____ Records for this task

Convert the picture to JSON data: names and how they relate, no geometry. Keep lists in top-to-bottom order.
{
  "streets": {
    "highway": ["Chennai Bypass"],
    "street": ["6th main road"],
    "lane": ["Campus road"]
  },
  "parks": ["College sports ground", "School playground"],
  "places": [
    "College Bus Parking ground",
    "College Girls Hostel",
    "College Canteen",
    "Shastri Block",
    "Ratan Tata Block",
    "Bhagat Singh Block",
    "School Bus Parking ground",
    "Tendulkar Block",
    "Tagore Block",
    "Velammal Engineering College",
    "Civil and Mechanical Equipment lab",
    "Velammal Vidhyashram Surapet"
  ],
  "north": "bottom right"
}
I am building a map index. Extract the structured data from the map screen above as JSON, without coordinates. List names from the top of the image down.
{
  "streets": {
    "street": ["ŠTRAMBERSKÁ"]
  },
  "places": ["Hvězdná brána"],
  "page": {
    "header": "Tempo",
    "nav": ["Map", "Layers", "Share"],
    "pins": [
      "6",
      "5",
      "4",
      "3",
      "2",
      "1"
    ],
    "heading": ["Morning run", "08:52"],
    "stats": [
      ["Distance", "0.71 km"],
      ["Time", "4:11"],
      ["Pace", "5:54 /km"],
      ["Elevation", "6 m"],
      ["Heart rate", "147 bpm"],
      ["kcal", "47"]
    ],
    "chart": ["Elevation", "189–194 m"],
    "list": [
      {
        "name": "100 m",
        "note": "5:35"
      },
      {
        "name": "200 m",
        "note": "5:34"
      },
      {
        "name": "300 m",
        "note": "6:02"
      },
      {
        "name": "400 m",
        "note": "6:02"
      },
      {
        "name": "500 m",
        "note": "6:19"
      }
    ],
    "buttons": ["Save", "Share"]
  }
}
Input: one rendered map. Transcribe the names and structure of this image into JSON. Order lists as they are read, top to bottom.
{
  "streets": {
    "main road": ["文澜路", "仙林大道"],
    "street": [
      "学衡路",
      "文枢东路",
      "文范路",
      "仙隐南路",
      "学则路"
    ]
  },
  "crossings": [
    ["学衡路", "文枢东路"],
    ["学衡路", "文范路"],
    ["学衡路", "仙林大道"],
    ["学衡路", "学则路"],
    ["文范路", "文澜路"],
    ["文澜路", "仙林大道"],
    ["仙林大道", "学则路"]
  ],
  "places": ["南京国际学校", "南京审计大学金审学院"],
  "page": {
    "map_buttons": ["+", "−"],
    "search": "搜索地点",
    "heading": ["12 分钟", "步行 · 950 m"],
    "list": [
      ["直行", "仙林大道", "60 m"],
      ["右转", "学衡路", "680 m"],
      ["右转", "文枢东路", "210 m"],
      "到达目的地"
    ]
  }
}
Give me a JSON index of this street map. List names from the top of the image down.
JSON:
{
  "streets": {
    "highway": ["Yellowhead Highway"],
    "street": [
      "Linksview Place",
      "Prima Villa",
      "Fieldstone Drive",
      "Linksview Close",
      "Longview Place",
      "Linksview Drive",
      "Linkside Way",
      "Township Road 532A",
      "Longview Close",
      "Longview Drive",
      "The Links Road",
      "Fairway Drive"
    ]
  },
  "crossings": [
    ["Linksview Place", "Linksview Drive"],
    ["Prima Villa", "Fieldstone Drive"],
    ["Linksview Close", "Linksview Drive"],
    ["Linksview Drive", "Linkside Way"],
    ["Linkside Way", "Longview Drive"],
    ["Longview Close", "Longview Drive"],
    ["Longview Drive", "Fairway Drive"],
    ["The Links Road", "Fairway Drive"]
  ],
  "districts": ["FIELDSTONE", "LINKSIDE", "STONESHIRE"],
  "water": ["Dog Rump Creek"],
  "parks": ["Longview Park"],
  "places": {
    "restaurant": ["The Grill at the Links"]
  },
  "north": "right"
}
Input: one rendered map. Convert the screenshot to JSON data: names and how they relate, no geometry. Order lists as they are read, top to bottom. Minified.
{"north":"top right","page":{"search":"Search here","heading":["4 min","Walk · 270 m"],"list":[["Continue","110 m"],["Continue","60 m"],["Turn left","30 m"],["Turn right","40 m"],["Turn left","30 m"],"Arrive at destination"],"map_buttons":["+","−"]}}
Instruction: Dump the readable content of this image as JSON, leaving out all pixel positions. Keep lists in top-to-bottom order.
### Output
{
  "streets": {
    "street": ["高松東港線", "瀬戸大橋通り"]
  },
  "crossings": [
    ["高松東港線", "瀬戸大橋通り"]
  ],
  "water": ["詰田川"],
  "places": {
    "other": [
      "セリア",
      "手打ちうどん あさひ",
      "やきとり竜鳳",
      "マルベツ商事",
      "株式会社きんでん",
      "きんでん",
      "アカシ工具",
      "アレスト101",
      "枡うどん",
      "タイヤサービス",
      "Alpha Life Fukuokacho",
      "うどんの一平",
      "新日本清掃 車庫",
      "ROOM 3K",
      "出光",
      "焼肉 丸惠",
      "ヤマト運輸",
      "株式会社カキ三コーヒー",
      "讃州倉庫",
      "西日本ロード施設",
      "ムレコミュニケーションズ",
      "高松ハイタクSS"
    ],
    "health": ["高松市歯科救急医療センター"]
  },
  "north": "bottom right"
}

________

Repeat the material in full, exactly as it stands.

• **Response area**:
Convert the picture to JSON data: names and how they relate, no geometry. Keep lists in top-to-bottom order.
{
  "streets": {
    "highway": ["Chennai Bypass"],
    "street": ["6th main road"],
    "lane": ["Campus road"]
  },
  "parks": ["College sports ground", "School playground"],
  "places": [
    "College Bus Parking ground",
    "College Girls Hostel",
    "College Canteen",
    "Shastri Block",
    "Ratan Tata Block",
    "Bhagat Singh Block",
    "School Bus Parking ground",
    "Tendulkar Block",
    "Tagore Block",
    "Velammal Engineering College",
    "Civil and Mechanical Equipment lab",
    "Velammal Vidhyashram Surapet"
  ],
  "north": "bottom right"
}
I am building a map index. Extract the structured data from the map screen above as JSON, without coordinates. List names from the top of the image down.
{
  "streets": {
    "street": ["ŠTRAMBERSKÁ"]
  },
  "places": ["Hvězdná brána"],
  "page": {
    "header": "Tempo",
    "nav": ["Map", "Layers", "Share"],
    "pins": [
      "6",
      "5",
      "4",
      "3",
      "2",
      "1"
    ],
    "heading": ["Morning run", "08:52"],
    "stats": [
      ["Distance", "0.71 km"],
      ["Time", "4:11"],
      ["Pace", "5:54 /km"],
      ["Elevation", "6 m"],
      ["Heart rate", "147 bpm"],
      ["kcal", "47"]
    ],
    "chart": ["Elevation", "189–194 m"],
    "list": [
      {
        "name": "100 m",
        "note": "5:35"
      },
      {
        "name": "200 m",
        "note": "5:34"
      },
      {
        "name": "300 m",
        "note": "6:02"
      },
      {
        "name": "400 m",
        "note": "6:02"
      },
      {
        "name": "500 m",
        "note": "6:19"
      }
    ],
    "buttons": ["Save", "Share"]
  }
}
Input: one rendered map. Transcribe the names and structure of this image into JSON. Order lists as they are read, top to bottom.
{
  "streets": {
    "main road": ["文澜路", "仙林大道"],
    "street": [
      "学衡路",
      "文枢东路",
      "文范路",
      "仙隐南路",
      "学则路"
    ]
  },
  "crossings": [
    ["学衡路", "文枢东路"],
    ["学衡路", "文范路"],
    ["学衡路", "仙林大道"],
    ["学衡路", "学则路"],
    ["文范路", "文澜路"],
    ["文澜路", "仙林大道"],
    ["仙林大道", "学则路"]
  ],
  "places": ["南京国际学校", "南京审计大学金审学院"],
  "page": {
    "map_buttons": ["+", "−"],
    "search": "搜索地点",
    "heading": ["12 分钟", "步行 · 950 m"],
    "list": [
      ["直行", "仙林大道", "60 m"],
      ["右转", "学衡路", "680 m"],
      ["右转", "文枢东路", "210 m"],
      "到达目的地"
    ]
  }
}
Give me a JSON index of this street map. List names from the top of the image down.
JSON:
{
  "streets": {
    "highway": ["Yellowhead Highway"],
    "street": [
      "Linksview Place",
      "Prima Villa",
      "Fieldstone Drive",
      "Linksview Close",
      "Longview Place",
      "Linksview Drive",
      "Linkside Way",
      "Township Road 532A",
      "Longview Close",
      "Longview Drive",
      "The Links Road",
      "Fairway Drive"
    ]
  },
  "crossings": [
    ["Linksview Place", "Linksview Drive"],
    ["Prima Villa", "Fieldstone Drive"],
    ["Linksview Close", "Linksview Drive"],
    ["Linksview Drive", "Linkside Way"],
    ["Linkside Way", "Longview Drive"],
    ["Longview Close", "Longview Drive"],
    ["Longview Drive", "Fairway Drive"],
    ["The Links Road", "Fairway Drive"]
  ],
  "districts": ["FIELDSTONE", "LINKSIDE", "STONESHIRE"],
  "water": ["Dog Rump Creek"],
  "parks": ["Longview Park"],
  "places": {
    "restaurant": ["The Grill at the Links"]
  },
  "north": "right"
}
Input: one rendered map. Convert the screenshot to JSON data: names and how they relate, no geometry. Order lists as they are read, top to bottom. Minified.
{"north":"top right","page":{"search":"Search here","heading":["4 min","Walk · 270 m"],"list":[["Continue","110 m"],["Continue","60 m"],["Turn left","30 m"],["Turn right","40 m"],["Turn left","30 m"],"Arrive at destination"],"map_buttons":["+","−"]}}
Instruction: Dump the readable content of this image as JSON, leaving out all pixel positions. Keep lists in top-to-bottom order.
### Output
{
  "streets": {
    "street": ["高松東港線", "瀬戸大橋通り"]
  },
  "crossings": [
    ["高松東港線", "瀬戸大橋通り"]
  ],
  "water": ["詰田川"],
  "places": {
    "other": [
      "セリア",
      "手打ちうどん あさひ",
      "やきとり竜鳳",
      "マルベツ商事",
      "株式会社きんでん",
      "きんでん",
      "アカシ工具",
      "アレスト101",
      "枡うどん",
      "タイヤサービス",
      "Alpha Life Fukuokacho",
      "うどんの一平",
      "新日本清掃 車庫",
      "ROOM 3K",
      "出光",
      "焼肉 丸惠",
      "ヤマト運輸",
      "株式会社カキ三コーヒー",
      "讃州倉庫",
      "西日本ロード施設",
      "ムレコミュニケーションズ",
      "高松ハイタクSS"
    ],
    "health": ["高松市歯科救急医療センター"]
  },
  "north": "bottom right"
}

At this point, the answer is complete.